As he finished he gave an impatient jerk to the carriage door, a movement which, like all his gestures, sprang from the nervous energy that found its outlet in the magnetism of his personality. People sometimes said that he resembled Perry Bridewell, who was, in fact, his distant cousin, but the likeness consisted solely in a certain evident possession of virile power--a quality which women are accustomed to describe as masculine. He was not tall, and yet he gave an impression of bigness; away from him one invariably thought of him as of unusual proportions, but, standing by his side, he was found to be hardly above the ordinary height. The development of his closely knit figure, the splendid breadth of his chest and shoulders, the slight projection of his heavy brows and the almost brutal strength of his jaw and chin, all combined to emphasise that appearance of ardent vitality which has appealed so strongly to the imagination of women. Seen in repose there was a faint suggestion of cruelty in the lines of his mouth under his short brown moustache, but this instead of detracting from the charm he exercised only threw into greater relief the genial brightness of his smile.
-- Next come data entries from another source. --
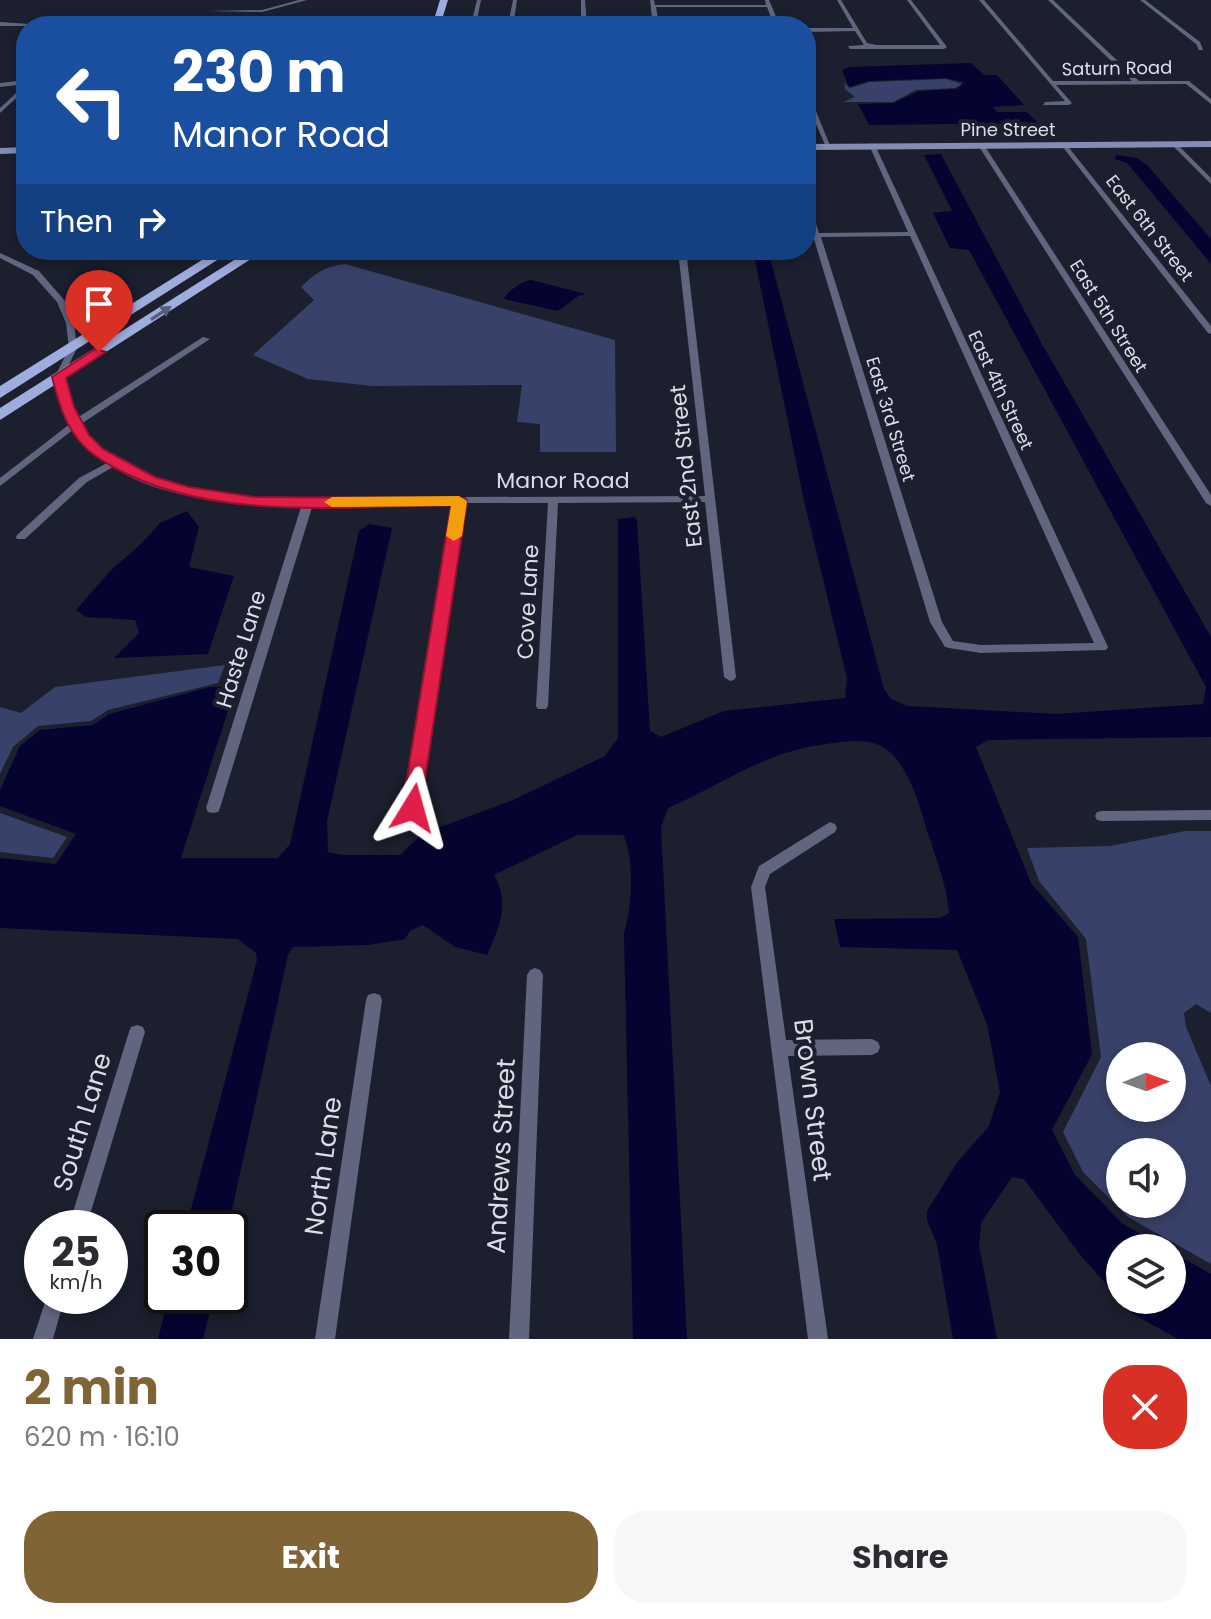 <!DOCTYPE html>
<html lang="en">
<head>
<meta charset="utf-8">
<style>
  :root { --surface:#fff; --page:#f7f7f7; --text:#2b2b33; --muted:#7c7c81; --accent:#816435 }
  body { margin:0; font-family:Poppins,sans-serif; background:var(--page); color:var(--text); height:100vh; display:flex; flex-direction:column; font-size:30px; white-space:nowrap }
  * { box-sizing:border-box; margin:0 }
  p { font-size:26px; color:var(--muted) }
  .icon { flex:none; width:44px; height:44px; fill:none; stroke:currentColor; stroke-width:2; stroke-linecap:round; stroke-linejoin:round }
  .map { position:relative; height:1339px; overflow:hidden }
  .side { display:flex; flex-direction:column; background:var(--surface); flex:1 }
  .side>* { flex:none }
  .banner { position:absolute; left:16px; top:16px; width:800px; height:244px; border-radius:32px; box-shadow:0 4px 12px #0003; background:#1a4fa0; color:#fff; overflow:hidden }
  .needle { width:52px; rotate:89deg }
  .buttons { position:absolute; left:1106px; top:1042px; display:grid; gap:16px }
  .buttons a { display:grid; place-items:center; width:80px; height:80px; border-radius:50%; background:var(--surface); box-shadow:0 4px 12px #0003; font-size:40px }
  .speed { position:absolute; left:24px; top:1210px; display:flex; gap:16px; font-size:40px; font-weight:700; text-align:center }
  .speed>* { display:grid; place-content:center; width:104px; height:104px; border-radius:50%; background:var(--surface); box-shadow:0 4px 12px #0003; line-height:1 }
  .speed small { font-size:20px; font-weight:400 }
  .speed .limit { border:4px solid #111; border-radius:12px; background:#fff; color:#111 }
  .pin { position:absolute; display:grid; place-items:center; width:68px; height:68px; color:#fff; margin:-82px -34px; border-radius:50% 50% 50% 0; rotate:-45deg; box-shadow:0 0 8px #0007 }
  .pin .icon { rotate:45deg }
  .me { position:absolute; width:88px; margin:-44px; rotate:8deg; stroke-linejoin:round; filter:drop-shadow(0 0 6px #0008) }
  .turn { display:flex; align-items:center; gap:28px; height:168px; padding:0 24px; font-size:36px }
  .turn .icon { width:104px; height:104px; stroke-width:2.5 }
  .turn b { display:block; font-size:56px; line-height:68px }
  .then { display:flex; align-items:center; height:76px; padding:0 24px; background:#0003; gap:16px; font-size:30px }
  .round { display:grid; place-items:center; flex:none; width:84px; height:84px; border-radius:32px; background:var(--page) }
  .overview { display:flex; align-items:center; justify-content:space-between; height:136px; padding:0 24px }
  h1 { font-size:48px; font-weight:700; line-height:60px; color:var(--accent) }
  .cta { display:flex; gap:16px; margin-top:auto; padding:16px 24px }
  .cta a { flex:1; height:92px; border-radius:32px; background:var(--accent); color:#fff; font-size:32px; font-weight:700; line-height:92px; text-align:center }
  .cta a+a { background:var(--page); color:var(--text) }
  .map>svg:first-child { display:block }
  .green { fill:#384169; fill-rule:evenodd }
  .water { fill:#050431 }
  .lines { fill:none; stroke-linecap:round; stroke-linejoin:round }
  .street { fill:#5f667e; fill-rule:evenodd }
  .secondary { fill:#838db4; fill-rule:evenodd }
  .primary { fill:#9facde; fill-rule:evenodd }
  .oneway { fill:#565e7d }
  .route { fill:#e11d48; stroke:#92132f; stroke-width:2 }
  .slow { fill:#f59e0b }
  .labels { text-anchor:middle; dominant-baseline:central; stroke-width:8; stroke-linejoin:round; paint-order:stroke }
  .far-street-label { font-size:18px; fill:#dbdee8; stroke:#1b1f2e }
  .street-label { font-size:22px; fill:#dbdee8; stroke:#1b1f2e }
  .near-street-label { font-size:26px; fill:#dbdee8; stroke:#1b1f2e }
</style>
</head>
<body>
<div class="map">
<svg width="1211" height="1339" viewBox="0 0 1211 1339">
  <rect width="100%" height="100%" fill="#1b1f2e"/>
  <g class="green">
    <path d="M946 79 962 84 955 88 916 90 893 102H843L855 97 845 89 844 83 850 88 870 82Z"/>
    <path d="M345 264 615 340 616 452H540V424L517 422 522 385 372 386 308 379 253 355 314 300 301 287C315 273 326 266 345 264Z"/>
    <path d="M225 665 218 683 108 710 91 721 38 726 13 747 0 774V707L21 713 55 687Z"/>
    <path d="M0 813 67 837 53 858 0 852Z"/>
    <path d="M1185 831H1211V1013L1196 1004 1184 1013 1186 1027 1211 1086V1264L1128 1217 1083 1172 1063 1132 1101 1057 1086 939 1039 881 1027 848 1110 846ZM1172 1056V1108H1120V1056ZM1172 1152V1204H1120V1152Z"/>
  </g>
  <g class="water">
    <path d="M971 63 984 75H997L1024 105 993 107 997 112H1027L1038 123 869 125 858 104 894 103 919 91 957 89 964 82 945 78 868 81 849 87 842 70 850 67Z"/>
    <path d="M941 154 1042 344 1211 637V737L988 740 976 747 1031 883 1078 937 1092 1054 1052 1130 1075 1175 1123 1224 1166 1248H1120V1299L1081 1256 1024 1179 1012 1177 981 1223 979 1245 997 1339H953L937 1244 927 1220V1211L956 1164 989 1126 1000 1092 987 1024 957 950 840 947 834 919 940 918 949 913C947 884 934 853 925 824 919 802 908 769 891 753 873 736 847 741 826 744 761 753 726 783 668 808L661 827 687 1339H633L624 933C632 909 635 857 623 835H577L494 875C510 902 500 927 487 955L455 947 423 925 410 931 405 939 369 945 293 947 288 955 228 1228H186L257 960 256 953 238 939 0 928V858L56 864 76 834 0 806V790L20 746 40 730 93 725 109 714 210 687H229L232 698 181 858H278L290 844 359 531 369 524 392 528 327 821 328 852 343 855H400L422 834 513 800 605 756 618 738V519L634 517 637 520 650 731 661 737 724 711 845 698 847 678 804 501 753 250H768L884 689 891 699 908 706 1056 714 1203 704 1206 687 969 250 950 248 933 213 952 211 924 155Z"/>
    <path d="M1116 155 1137 158 1147 165 1211 239V264L1127 163 1115 159Z"/>
    <path d="M531 280 586 294 578 296 558 311 504 299C507 291 523 281 531 280Z"/>
    <path d="M187 511 199 527 189 567 234 576 208 654 114 658 139 633 135 620 86 617 76 610 111 570 142 543 160 523Z"/>
    <path d="M1172 1252 1211 1274V1339H1178L1133 1314 1121 1300H1172Z"/>
    <path d="M169 1296H214L203 1339H158Z"/>
  </g>
  <g class="lines">
    <g class="street">
      <path d="M299 0H307L262 12 207 11 262 10Z"/>
      <path d="M477 0H481L477 20H509L513 0H517L514 20 550 26 511 23 86 26 472 20Z"/>
      <path d="M581 0H585L587 26H581Z"/>
      <path d="M650 0H654L655 5H766L765 0H769L780 26H774L767 7H656L659 26H653Z"/>
      <path d="M837 0H841L867 43 877 45H940L907 0H911L947 47 944 49H850L848 46 864 45 855 31 806 32V28H853Z"/>
      <path d="M979 0H984L1053 81H1132L1048 0H1053L1139 81H1189L1211 99V104L1186 84 1056 85 1072 103 1069 105H1043L1045 102 1065 101Z"/>
      <path d="M1140 0H1145L1200 42 1203 50H1199L1196 44Z"/>
      <path d="M0 22 30 24 33 26H0Z"/>
      <path d="M26 80V84L0 87V83Z"/>
      <path d="M26 84V89L0 113V108Z"/>
      <path d="M806 92 809 94 831 148 826 147 806 101Z"/>
      <path d="M872 143 875 145 1108 647 1106 650 981 653 949 648 945 647 930 622 806 213V200L809 202 819 233 908 232 869 145ZM910 236 1094 643 981 645 953 641 942 622 821 237Z"/>
      <path d="M981 143 984 145 1211 495V506L1206 503 978 145Z"/>
      <path d="M1172 143H1176L1211 178V184L1172 145Z"/>
      <path d="M1062 144H1066L1211 326V334L1208 333 1062 146Z"/>
      <path d="M678 250H686L736 677 734 680 730 681 724 677 705 502 558 503 548 706 546 709H538L536 706 548 503H464L420 808 418 812 413 813 408 812 406 808 454 503 313 504 220 808 218 812 213 813 208 812 206 808 302 504C242 504 165 502 113 467L87 482 25 539H17L16 537 17 535 79 478 107 463C94 454 82 442 74 429L0 486V478L71 423 63 408 55 377 69 348 66 323 57 302 33 275 0 258V253L39 271 65 301 74 323 77 348 63 377 70 403 77 418 203 337 210 339 81 424C115 483 194 492 255 498L705 496Z"/>
      <path d="M1211 810V820L1102 821 1097 820 1095 816 1097 812 1102 811Z"/>
      <path d="M830 822 835 824 837 828 835 832 770 874 765 887 786 1040 872 1039 878 1042 880 1047 878 1052 872 1055 788 1056 828 1339H808L751 887 759 866Z"/>
      <path d="M535 968 540 970 543 975 529 1339H509L527 975 530 970Z"/>
      <path d="M374 993 380 995 382 1000 335 1339H315L366 1000 368 995Z"/>
      <path d="M137 1025 143 1027 145 1032 86 1228H68L129 1032 131 1027Z"/>
      <path d="M47 1296H65L53 1339H33Z"/>
    </g>
    <g class="secondary">
      <path d="M1211 141V147L806 150V144Z"/>
      <path d="M26 147V153L0 154V148Z"/>
    </g>
    <g class="primary">
      <path d="M440 0H448L440 26H432Z"/>
      <path d="M218 250H233L0 398V386Z"/>
      <path d="M250 250H265L0 420V408Z"/>
    </g>
  </g>
  <defs><path id="oneway-solid" d="M-6-.8H1V-3.2L6.5 0L1 3.2V.8H-6Z" transform="scale(2)"/></defs>
  <use class="oneway" href="#oneway-solid" transform="translate(161 313) rotate(-33)"/>
  <path class="route" d="M95 349 106 352 66 378 74 407 89 435 103 449 155 477 189 487 255 497 465 498 467 501 420 813H405L402 808 451 505C342 506 214 522 115 468 101 460 87 452 77 438 63 420 58 399 52 377Z"/>
  <path class="slow" d="M459 496 467 501 462 536 454 541 446 536 451 506 332 507 324 502 332 497Z"/>
  <g class="labels">
    <g class="far-street-label">
      <text transform="translate(1117 68) rotate(-1)">Saturn Road</text>
      <text x="1008" y="129">Pine Street</text>
      <text transform="translate(1150 228) rotate(52)">East 6th Street</text>
      <text transform="translate(1109 316) rotate(58)">East 5th Street</text>
      <text transform="translate(1001 390) rotate(65)">East 4th Street</text>
      <text transform="translate(891 419) rotate(73)">East 3rd Street</text>
    </g>
    <g class="street-label">
      <text transform="translate(686 466) rotate(-96)">East 2nd Street</text>
      <text x="563" y="480">Manor Road</text>
      <text transform="translate(528 602) rotate(-87)">Cove Lane</text>
      <text transform="translate(241 649) rotate(-73)">Haste Lane</text>
    </g>
    <g class="near-street-label">
      <text transform="translate(813 1100) rotate(83)">Brown Street</text>
      <text transform="translate(82 1122) rotate(-73)">South Lane</text>
      <text transform="translate(501 1156) rotate(-87)">Andrews Street</text>
      <text transform="translate(323 1166) rotate(-82)">North Lane</text>
    </g>
  </g>
</svg>
<div class="buttons">
<a><svg class="needle" viewBox="-14 -14 28 28"><path d="M0-13l5 13h-10z" fill="#e53935"/><path d="M0 13l5-13h-10z" fill="#7c7c81"/></svg></a>
<a><svg class="icon" aria-label="sound" viewBox="0 0 24 24"><path d="M4 9h4l5-4v14l-5-4H4zM17 9q2 3 0 6"/></svg></a>
<a><svg class="icon" aria-label="layers" viewBox="0 0 24 24"><path d="M12 4l9 5-9 5-9-5zM3 14l9 5 9-5"/></svg></a>
</div>
<div class="speed"><div>25<small>km/h</small></div><div class="limit">30</div></div>
<div class="pin" style="left:99px;top:352px;background:#d93025"><svg class="icon" aria-label="arrive" viewBox="0 0 24 24"><path d="M6 21V4h12l-3 4 3 4H6"/></svg></div>
<svg class="me" style="left:413px;top:808px" viewBox="-20 -20 40 40"><path d="M0-17L14 15 0 8-14 15z" fill="#e11d48" stroke="#fff" stroke-width="4"/></svg>
<div class="banner">
<div class="turn"><svg class="icon" aria-label="left" viewBox="0 0 24 24"><path d="M17 20v-9H6M10 6l-5 5 5 5"/></svg><div><b>230 m</b>Manor Road</div></div>
<div class="then">Then<svg class="icon" aria-label="right" viewBox="0 0 24 24"><path d="M7 20v-9h11M14 6l5 5-5 5"/></svg></div>
</div>
</div>
<section class="side">
<div class="overview"><div><h1>2 min</h1><p>620 m · 16:10</p></div><a class="round" style="background:#d93025;color:#fff"><svg class="icon" aria-label="close" viewBox="0 0 24 24"><path d="M6 6l12 12M18 6L6 18"/></svg></a></div>
<div class="cta"><a>Exit</a><a>Share</a></div>
</section>
</body>
</html>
Now Gerty, glancing up at him, remembered a little curiously, the whispered reason for his long absence. There was always a woman in the wind when it blew rumours of Kemper, though he was generally considered to regard the sex with the blithe indifference of a man to whom feminine favour has come easily. How easily Gerty had sometimes wondered, though she had hardly ventured so much as a dim surmise. Ten years, she would have said, was a considerable period from which to date a passion, and she remembered now that ten years ago Kemper had secured a divorce from his wife in some Western court. There had been no particular scandal, no damning charges on either side; and a club wit had remarked at the time that the only possible ground for a separation was the fact that Mrs. Kemper had grown jealous of her husband's after-dinner cigar. Since then other and varied rumours had reached Gerty's ears, until finally there had blown a veritable gale concerning a certain Madame Alta, who sang melting soprano parts in Italian opera. Then this, too, had passed, and, with the short memory of city livers, Gerty had forgotten alike the gossip and the heroines of the gossip, until she noted now the lines of deeper harassment in Kemper's face. These coming so suddenly after six months of Europe caused her to wonder if the affair with the prima donna had been really an entanglement of the heart.
"Well, I may not be as fast as an automobile," she presently admitted.
"But you're twice as dangerous," he retorted gaily.